## Directions
Would you please repeat the lines in the listing below from the one containing "I am building a map index. Parse" through the final one, exactly as they appear?

## Input material
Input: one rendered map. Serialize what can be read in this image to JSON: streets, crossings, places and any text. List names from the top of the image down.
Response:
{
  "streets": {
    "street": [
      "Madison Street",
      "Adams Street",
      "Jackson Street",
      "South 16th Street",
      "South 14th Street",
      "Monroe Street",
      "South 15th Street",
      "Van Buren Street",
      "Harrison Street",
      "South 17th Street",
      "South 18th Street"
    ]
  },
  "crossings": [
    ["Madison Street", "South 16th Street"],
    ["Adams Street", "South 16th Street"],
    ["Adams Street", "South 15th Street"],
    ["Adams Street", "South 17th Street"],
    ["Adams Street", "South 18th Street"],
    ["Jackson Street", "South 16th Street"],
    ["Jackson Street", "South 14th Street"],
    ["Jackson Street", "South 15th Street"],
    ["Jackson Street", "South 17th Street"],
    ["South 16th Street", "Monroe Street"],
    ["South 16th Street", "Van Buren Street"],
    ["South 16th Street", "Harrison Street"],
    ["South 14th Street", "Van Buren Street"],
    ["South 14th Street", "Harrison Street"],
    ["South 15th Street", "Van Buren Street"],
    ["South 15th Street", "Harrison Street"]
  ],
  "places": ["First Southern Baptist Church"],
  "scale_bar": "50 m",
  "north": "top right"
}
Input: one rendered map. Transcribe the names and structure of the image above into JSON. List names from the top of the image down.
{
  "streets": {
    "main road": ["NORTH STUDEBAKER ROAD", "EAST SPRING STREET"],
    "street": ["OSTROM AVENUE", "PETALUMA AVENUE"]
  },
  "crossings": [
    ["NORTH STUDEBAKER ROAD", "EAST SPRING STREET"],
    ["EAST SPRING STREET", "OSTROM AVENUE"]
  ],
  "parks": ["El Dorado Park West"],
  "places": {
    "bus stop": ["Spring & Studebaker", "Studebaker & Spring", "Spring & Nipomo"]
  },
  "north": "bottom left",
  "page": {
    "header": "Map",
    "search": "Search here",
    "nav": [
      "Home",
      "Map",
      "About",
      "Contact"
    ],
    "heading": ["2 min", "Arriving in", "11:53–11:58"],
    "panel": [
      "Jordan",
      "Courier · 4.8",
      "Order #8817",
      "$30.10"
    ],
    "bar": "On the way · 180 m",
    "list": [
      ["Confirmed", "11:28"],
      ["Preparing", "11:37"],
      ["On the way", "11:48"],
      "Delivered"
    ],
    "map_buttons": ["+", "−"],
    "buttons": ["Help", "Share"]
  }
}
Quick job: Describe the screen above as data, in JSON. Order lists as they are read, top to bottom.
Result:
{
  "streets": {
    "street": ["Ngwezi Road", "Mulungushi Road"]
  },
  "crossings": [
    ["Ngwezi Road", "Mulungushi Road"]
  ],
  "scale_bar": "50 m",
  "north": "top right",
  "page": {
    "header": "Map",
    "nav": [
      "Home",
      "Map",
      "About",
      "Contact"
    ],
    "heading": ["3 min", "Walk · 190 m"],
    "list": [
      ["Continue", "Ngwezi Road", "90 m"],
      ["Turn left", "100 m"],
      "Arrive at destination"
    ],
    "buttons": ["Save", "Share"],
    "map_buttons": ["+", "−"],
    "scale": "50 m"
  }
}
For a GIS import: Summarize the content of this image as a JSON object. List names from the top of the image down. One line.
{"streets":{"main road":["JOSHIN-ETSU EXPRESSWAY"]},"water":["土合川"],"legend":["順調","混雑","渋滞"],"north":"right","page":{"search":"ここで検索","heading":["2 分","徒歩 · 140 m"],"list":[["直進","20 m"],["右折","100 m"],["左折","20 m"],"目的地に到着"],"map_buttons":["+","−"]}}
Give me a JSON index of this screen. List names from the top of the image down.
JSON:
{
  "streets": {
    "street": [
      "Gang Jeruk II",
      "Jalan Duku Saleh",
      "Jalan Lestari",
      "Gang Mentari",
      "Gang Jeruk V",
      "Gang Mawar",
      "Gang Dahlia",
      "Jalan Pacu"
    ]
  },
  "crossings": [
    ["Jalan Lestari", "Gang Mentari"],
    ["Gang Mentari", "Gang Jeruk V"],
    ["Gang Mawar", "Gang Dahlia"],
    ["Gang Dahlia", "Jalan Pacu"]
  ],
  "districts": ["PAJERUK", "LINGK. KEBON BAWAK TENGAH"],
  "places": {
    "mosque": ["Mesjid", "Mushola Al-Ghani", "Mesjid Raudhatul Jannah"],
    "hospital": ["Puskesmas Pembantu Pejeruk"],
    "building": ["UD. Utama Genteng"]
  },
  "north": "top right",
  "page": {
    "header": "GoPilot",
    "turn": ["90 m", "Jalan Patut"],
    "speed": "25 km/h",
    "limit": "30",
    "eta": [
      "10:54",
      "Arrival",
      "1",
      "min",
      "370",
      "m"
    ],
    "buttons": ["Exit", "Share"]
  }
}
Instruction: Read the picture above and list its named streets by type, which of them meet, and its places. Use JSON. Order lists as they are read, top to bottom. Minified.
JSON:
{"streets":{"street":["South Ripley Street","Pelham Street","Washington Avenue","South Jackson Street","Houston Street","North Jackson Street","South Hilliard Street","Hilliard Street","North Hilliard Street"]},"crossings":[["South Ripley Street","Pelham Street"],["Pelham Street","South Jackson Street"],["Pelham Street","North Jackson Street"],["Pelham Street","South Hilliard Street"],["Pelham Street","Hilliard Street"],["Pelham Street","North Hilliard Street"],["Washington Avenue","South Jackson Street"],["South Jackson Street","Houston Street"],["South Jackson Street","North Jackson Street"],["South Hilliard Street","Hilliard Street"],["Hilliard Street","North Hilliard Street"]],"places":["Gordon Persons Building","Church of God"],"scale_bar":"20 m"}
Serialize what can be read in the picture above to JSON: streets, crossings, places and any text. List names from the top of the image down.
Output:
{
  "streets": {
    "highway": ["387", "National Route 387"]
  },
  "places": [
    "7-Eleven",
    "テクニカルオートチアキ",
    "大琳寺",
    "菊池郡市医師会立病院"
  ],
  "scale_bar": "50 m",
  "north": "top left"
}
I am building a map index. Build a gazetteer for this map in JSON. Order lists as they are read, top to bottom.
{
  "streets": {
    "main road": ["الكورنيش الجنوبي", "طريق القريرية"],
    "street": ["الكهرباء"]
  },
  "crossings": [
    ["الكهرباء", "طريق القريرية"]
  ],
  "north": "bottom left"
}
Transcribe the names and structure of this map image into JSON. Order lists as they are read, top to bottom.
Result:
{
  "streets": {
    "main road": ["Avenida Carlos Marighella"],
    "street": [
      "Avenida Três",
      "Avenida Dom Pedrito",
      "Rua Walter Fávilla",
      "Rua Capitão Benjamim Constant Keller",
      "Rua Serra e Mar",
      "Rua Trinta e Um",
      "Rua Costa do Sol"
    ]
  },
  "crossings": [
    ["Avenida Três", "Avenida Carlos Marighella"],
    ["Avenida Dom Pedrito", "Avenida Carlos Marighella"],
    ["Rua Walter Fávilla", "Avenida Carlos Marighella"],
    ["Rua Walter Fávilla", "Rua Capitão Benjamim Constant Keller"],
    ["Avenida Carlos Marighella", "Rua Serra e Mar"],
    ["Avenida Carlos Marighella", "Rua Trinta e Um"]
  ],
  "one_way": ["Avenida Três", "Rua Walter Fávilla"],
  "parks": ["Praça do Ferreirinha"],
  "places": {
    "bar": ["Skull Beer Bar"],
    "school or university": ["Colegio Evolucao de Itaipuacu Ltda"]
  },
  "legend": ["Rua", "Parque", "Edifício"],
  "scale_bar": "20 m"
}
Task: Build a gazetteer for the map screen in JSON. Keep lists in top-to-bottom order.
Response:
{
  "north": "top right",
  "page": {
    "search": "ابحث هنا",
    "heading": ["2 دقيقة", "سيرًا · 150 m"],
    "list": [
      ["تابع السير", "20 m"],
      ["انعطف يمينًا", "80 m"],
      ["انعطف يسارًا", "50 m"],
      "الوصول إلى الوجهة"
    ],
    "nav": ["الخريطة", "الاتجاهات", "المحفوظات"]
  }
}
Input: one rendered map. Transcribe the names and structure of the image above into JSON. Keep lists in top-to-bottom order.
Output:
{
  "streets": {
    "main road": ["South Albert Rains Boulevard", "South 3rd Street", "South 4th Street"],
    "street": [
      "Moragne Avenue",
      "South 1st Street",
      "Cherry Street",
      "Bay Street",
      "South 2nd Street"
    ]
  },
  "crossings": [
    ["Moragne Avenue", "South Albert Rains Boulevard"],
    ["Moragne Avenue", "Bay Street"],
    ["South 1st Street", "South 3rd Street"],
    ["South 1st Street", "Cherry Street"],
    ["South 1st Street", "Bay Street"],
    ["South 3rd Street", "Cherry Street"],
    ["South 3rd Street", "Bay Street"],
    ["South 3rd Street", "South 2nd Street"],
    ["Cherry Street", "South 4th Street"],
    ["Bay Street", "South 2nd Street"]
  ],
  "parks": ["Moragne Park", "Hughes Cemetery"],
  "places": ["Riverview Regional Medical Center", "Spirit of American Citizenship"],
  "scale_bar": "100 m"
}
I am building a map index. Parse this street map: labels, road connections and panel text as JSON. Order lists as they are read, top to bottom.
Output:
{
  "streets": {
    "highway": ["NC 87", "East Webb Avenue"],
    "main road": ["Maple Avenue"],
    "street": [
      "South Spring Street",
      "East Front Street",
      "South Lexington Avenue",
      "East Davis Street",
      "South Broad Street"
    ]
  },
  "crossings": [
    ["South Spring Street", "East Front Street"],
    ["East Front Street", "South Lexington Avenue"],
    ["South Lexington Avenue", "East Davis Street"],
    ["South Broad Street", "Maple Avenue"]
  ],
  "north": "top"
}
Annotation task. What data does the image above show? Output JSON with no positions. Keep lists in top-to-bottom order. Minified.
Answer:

## Task response
I am building a map index. Parse this street map: labels, road connections and panel text as JSON. Order lists as they are read, top to bottom.
Output:
{
  "streets": {
    "highway": ["NC 87", "East Webb Avenue"],
    "main road": ["Maple Avenue"],
    "street": [
      "South Spring Street",
      "East Front Street",
      "South Lexington Avenue",
      "East Davis Street",
      "South Broad Street"
    ]
  },
  "crossings": [
    ["South Spring Street", "East Front Street"],
    ["East Front Street", "South Lexington Avenue"],
    ["South Lexington Avenue", "East Davis Street"],
    ["South Broad Street", "Maple Avenue"]
  ],
  "north": "top"
}
Annotation task. What data does the image above show? Output JSON with no positions. Keep lists in top-to-bottom order. Minified.
Answer:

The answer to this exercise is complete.